The slowdown in the US economy has led to a cut in interest rates and to the weakening of the dollar. Against this backdrop, how do you see gold performing in the near future?If you look at the long-term trend and at the demand-supply dynamics, then you can be bullish on gold. What no one can predict is exactly how much it will increase, as near-term price movements depend on short-term pressures. I would say, look at the long-term demand-supply dynamics. By that account one can be bullish on gold.
Do you envisage a scenario in which gold might not perform well?Gold can only perform badly in case of a scenario when there is no war, there is peace everywhere, and there is no inflation. But such a scenario does not exist. Gold has certain intrinsic characteristics: it is a safe-haven investment, a hedge against inflation, and it is the only global currency. So I don’t envisage a scenario when it will not do well.
What is happening on the supply side?

Any new gold mine takes 5-10 years to start producing. By the time the mine starts producing gold the demand for gold rises much higher. So the gap remains as supply lags behind demand. Even at present exploration is going on which will lead to new mines becoming active in 5-10 years. But by then demand would have risen much more.
How is gold correlated to the equity market?In India there is no correlation. Here gold is consumed by the masses who don’t invest in equity. There are gold ETFs (exchange traded funds), but they will take some time to pick up. But worldwide there is a correlation. If the equity market is not performing well, fund managers put their money in other asset classes that are doing well, such as gold or oil.

So can we say that internationally gold is negatively correlated to equity?
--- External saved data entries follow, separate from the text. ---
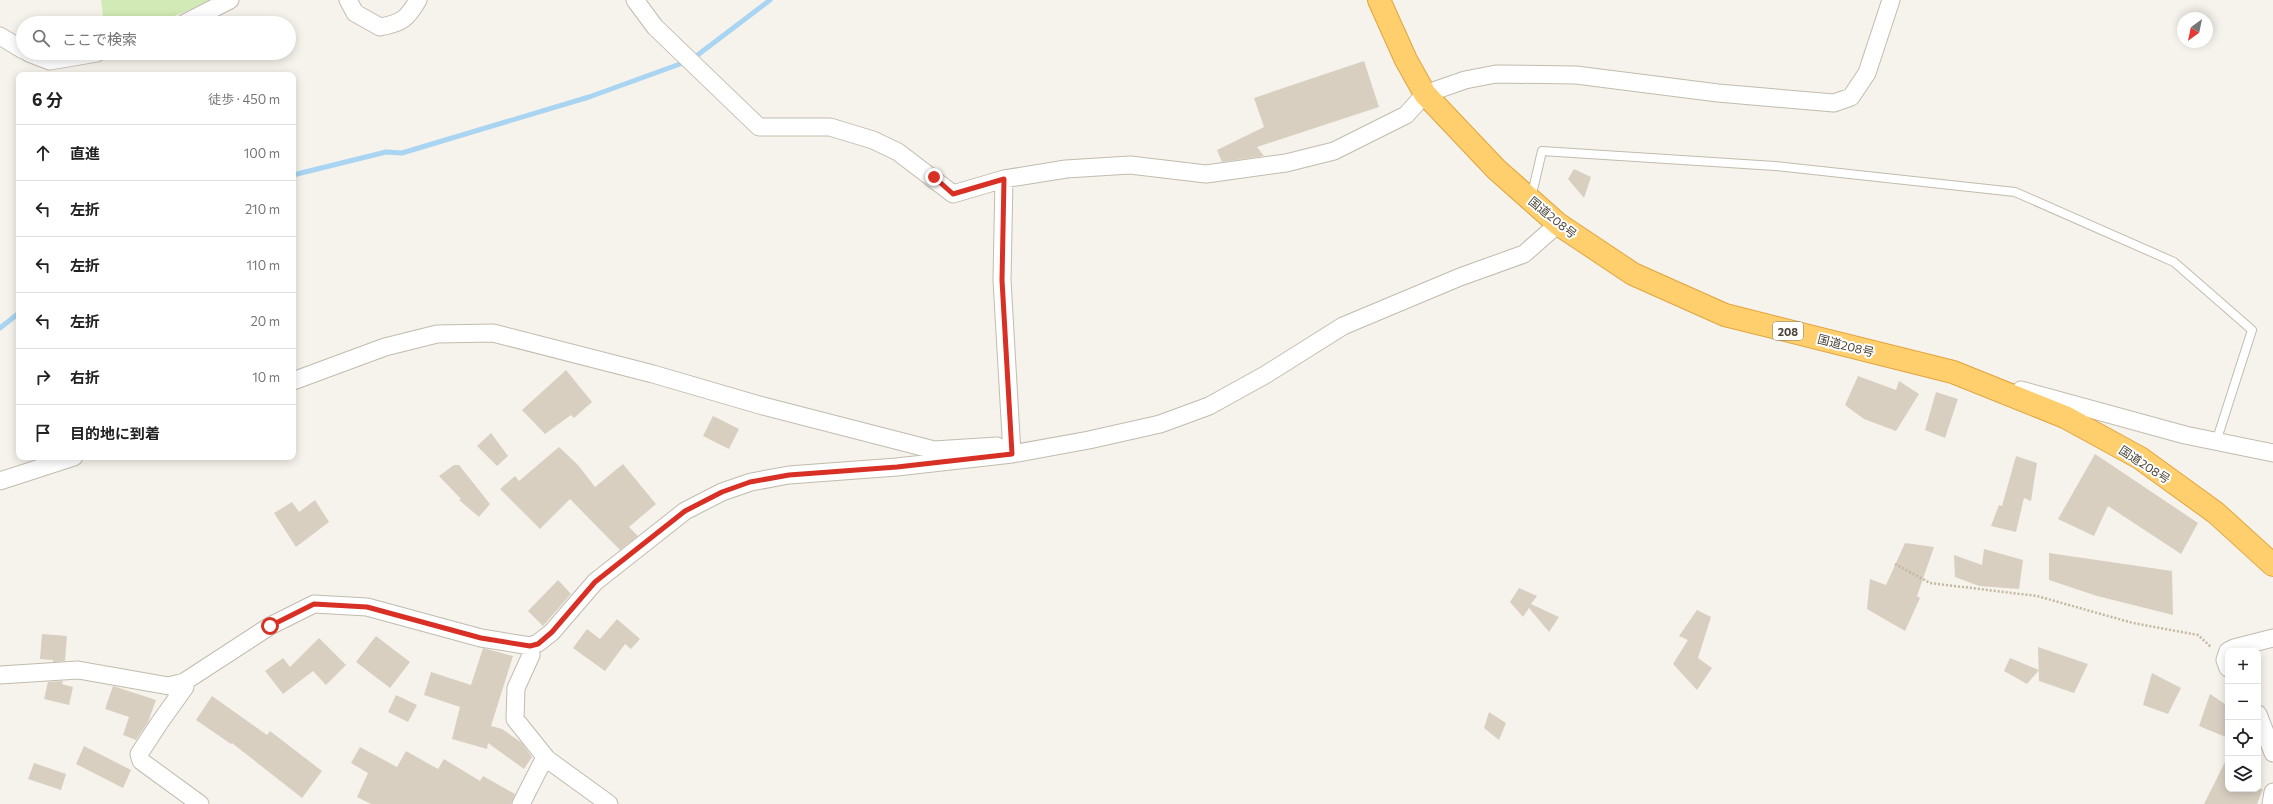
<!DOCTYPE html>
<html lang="ja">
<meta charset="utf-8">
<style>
body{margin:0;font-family:Commissioner,"Noto Sans JP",sans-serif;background:#f2f2f2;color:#222}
.controls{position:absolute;right:12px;bottom:12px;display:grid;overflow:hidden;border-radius:8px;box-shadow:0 2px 10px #0003}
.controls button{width:36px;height:36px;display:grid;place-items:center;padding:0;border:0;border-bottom:1px solid #e0e0e0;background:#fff;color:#222;font:20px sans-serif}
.compass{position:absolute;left:2177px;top:12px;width:36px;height:36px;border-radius:50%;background:#fff;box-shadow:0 2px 10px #0003;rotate:213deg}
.stop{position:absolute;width:12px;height:12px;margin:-9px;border:3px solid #d93025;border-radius:50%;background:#fff}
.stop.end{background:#d93025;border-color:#fff;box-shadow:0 1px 4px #0008}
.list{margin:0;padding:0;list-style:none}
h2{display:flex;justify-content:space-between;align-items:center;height:52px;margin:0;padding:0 16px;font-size:17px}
h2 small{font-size:13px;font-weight:400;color:#767676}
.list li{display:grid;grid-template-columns:26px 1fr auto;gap:12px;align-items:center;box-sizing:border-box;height:56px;padding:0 16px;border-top:1px solid #e0e0e0}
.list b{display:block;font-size:15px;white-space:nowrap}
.list em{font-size:13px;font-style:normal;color:#767676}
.icon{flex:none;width:22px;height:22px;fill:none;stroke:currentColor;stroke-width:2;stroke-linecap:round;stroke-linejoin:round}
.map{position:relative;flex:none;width:2273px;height:804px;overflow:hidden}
.search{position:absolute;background:#fff;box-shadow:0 2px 10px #0003;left:16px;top:16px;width:280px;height:44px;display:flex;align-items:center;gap:10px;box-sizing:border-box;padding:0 14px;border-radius:22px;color:#767676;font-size:15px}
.panel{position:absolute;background:#fff;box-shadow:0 2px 10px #0003;left:16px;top:72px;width:280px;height:388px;border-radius:8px}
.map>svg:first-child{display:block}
</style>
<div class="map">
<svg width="2273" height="804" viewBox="0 0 2273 804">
<rect width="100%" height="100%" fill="#f6f3ec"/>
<path fill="#d2eab5" d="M101,0H214L157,23H104Z"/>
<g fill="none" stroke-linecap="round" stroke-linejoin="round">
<path stroke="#a9d4f2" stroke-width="5" d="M293,175L386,152L402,153L589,97L691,60L770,0
M0,328L19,313"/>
</g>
<path fill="#d8cfc1" d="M1364,61L1379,107L1257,147L1264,156L1222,162L1217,150L1264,127L1254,98Z
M1574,169L1591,177L1584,198L1568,179Z
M566,370L592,402L574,418L571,415L545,434L522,410Z
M1858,376L1896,390L1899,381L1919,394L1896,431L1864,419L1845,405Z
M1936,392L1958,399L1945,438L1925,430Z
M713,416L739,429L729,449L703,436Z
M491,433L508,456L497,466L477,446Z
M559,447L578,465L595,487L623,464L656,504L629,527L638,536L620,550L570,499L540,529L500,489L515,476L519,481Z
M2095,454L2198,523L2181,554L2108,506L2094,536L2058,519Z
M2016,456L2037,463L2031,501L2024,498L2016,532L1991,526L1999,505L2002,506Z
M454,465H459L490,504L479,517L459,500L461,499L439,476Z
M315,500L329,522L296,547L274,513L292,502L299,512Z
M1905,543L1934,547L1917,596L1920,598L1905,631L1867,609L1870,579L1886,585Z
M1984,549L2023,560L2019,589L1979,586L1955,577L1954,555L1982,565Z
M2049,553L2172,571L2173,615L2097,596L2049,580Z
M558,580L571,594L543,626L528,611Z
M1519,588L1537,596L1531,604L1559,617L1549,632L1529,608L1523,617L1510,602Z
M1697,610L1711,617L1698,658L1712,668L1697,690L1673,664L1688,640L1679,636Z
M617,619L640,639L631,649L625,644L605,671L573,648L587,629L600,639Z
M42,634L67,636L65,661L53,662V660L40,659Z
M376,636L410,662L390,688L356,662Z
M319,638L346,665L326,685L313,671L283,694L265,671L283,658L290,667Z
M2038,647L2088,664L2074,693L2039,681Z
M483,648L513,656L491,726L502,729L522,743L532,757L524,769L488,743L487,749L452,739L460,707L424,695L431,672L471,685Z
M2010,658L2039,670L2027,684L2004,671Z
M2152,673L2181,688L2168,714L2143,705Z
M63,681L62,684L73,687L69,705L44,699L48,682Z
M113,686L156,700L148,722L136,740L123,735L129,717L105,709Z
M2210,694L2228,706V738L2199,726Z
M396,695L417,705L408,722L388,712Z
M212,696L267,735L270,731L322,771L302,798L232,743L231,744L196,720Z
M1489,712L1506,723L1499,740L1484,728Z
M84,746L131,770L123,788L76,764Z
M360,747L397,767L406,751L438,769L444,759L480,781L483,776L515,794L511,804H371L357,797L368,773L351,763Z
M2228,756V789H2263L2257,804H2204Z
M34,763L66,774L61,790L28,779Z"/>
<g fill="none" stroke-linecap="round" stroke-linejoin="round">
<defs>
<path id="lane" d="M1531,198L1542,151L1775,166L2015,192L2174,262L2252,330L2216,442"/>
<path id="street" d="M348,0L355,13L380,27C402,23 407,19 418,0
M635,0L655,27L759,127H830L873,140L898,152L953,194L1004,179L1066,169L1130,165L1206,174L1286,163L1334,151L1406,115L1425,94L1465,80L1496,74L1576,75L1718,93L1834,103L1851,97L1867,73L1891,0
M185,23L230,0
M0,36L23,50
M29,53L50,61L97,53
M1004,179L1002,280L1012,454
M293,381L385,347L437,334L493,333L653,374L763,406L934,450L997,446
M2021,390L2185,435L2273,453
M0,481L74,457
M530,646L531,655L516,688L515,719L547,759L609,804
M2228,651L2234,648L2273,638
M2228,651L2225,660L2228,668
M0,675L78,670L169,686L184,682L270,626L314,604L367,607L481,638L530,646L538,643L552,632L595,582L685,511L722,492L751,482L789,475L897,467L1012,454L1089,440L1160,424L1209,406L1265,375L1343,326L1460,277L1524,254L1558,224
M184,682L185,687L160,722L139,754L141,761L200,804
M2258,714L2273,753
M521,804L542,763L547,759
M2271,804L2273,792"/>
<path id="highway" d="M1379,0L1406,60L1425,94L1496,169L1558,224L1633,274L1725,315L1953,372L2065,417L2140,458L2216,513L2273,565"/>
</defs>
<use href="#lane" stroke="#c2bbae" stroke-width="10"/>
<use href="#street" stroke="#c2bbae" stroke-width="19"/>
<use href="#highway" stroke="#e0a43c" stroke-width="24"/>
<path stroke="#c4b79f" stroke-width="2.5" stroke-dasharray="2 2" stroke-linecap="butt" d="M1895,564L1930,583L2037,596L2133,623L2198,635L2211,647"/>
<use href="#lane" stroke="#fff" stroke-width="8"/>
<use href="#street" stroke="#fff" stroke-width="17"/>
<use href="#highway" stroke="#ffcf6e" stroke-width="22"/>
</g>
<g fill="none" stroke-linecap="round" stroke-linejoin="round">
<path stroke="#d93025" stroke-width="5" d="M270,626L314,604L367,607L481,638L530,646L538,644L552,632L595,582L685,511L722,492L750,482L789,475L897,467L1012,454L1002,280L1004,179L953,194L934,177"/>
</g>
<g text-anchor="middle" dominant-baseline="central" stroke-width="4" stroke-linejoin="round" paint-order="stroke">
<rect fill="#fff" stroke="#817c74" stroke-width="1" x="1773" y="322" width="30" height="18" rx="3"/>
<g font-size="11" font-weight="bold" fill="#4b4439">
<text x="1788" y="331">208</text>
</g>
<g font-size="12" fill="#4b4439" stroke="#fff">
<text transform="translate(1553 217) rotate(39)">国道208号</text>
<text transform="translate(1846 345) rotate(14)">国道208号</text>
<text transform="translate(2145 464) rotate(33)">国道208号</text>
</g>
</g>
</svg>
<div class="controls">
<button>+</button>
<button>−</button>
<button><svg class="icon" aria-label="locate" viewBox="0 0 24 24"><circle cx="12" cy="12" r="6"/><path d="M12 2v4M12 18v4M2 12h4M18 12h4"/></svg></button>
<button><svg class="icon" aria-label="layers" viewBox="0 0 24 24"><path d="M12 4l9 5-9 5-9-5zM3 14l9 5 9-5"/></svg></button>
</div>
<svg class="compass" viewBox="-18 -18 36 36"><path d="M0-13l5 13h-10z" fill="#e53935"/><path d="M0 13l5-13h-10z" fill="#767676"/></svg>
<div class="stop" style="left:270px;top:626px"></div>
<div class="stop end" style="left:934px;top:177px"></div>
<div class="search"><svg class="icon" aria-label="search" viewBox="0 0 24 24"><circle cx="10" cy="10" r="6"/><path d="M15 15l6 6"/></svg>ここで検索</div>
<section class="panel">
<h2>6 分<small>徒歩 · 450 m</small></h2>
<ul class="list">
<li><svg class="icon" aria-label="ahead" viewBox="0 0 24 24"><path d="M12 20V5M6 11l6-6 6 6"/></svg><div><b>直進</b></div><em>100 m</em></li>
<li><svg class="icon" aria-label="left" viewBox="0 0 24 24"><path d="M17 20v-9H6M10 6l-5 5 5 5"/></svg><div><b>左折</b></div><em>210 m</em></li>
<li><svg class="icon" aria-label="left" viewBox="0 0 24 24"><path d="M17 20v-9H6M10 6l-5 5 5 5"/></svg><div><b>左折</b></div><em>110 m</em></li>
<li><svg class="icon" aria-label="left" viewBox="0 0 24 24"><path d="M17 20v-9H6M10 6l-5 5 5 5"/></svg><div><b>左折</b></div><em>20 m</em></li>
<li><svg class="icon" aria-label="right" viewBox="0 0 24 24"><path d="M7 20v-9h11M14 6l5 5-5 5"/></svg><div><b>右折</b></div><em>10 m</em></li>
<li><svg class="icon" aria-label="arrive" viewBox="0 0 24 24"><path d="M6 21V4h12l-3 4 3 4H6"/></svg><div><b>目的地に到着</b></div></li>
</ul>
</section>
</div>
Yes we can. It’s a trend that has been observed: whenever stock markets crash investors move to gold.

What would be your advice to investors regarding the form in which they should invest in gold?

It is good to buy gold anytime if the person has a long-term investment horizon. Currently you can invest in gold in three forms: jewellery, bars and coins, and gold ETFs. The form in which an individual chooses to invest in gold will depend on his needs. One who wants jewellery will buy that. Others who want to possess gold in physical form will go for bars and coins. And modern day investors who want to avoid storage hassles will go for ETFs.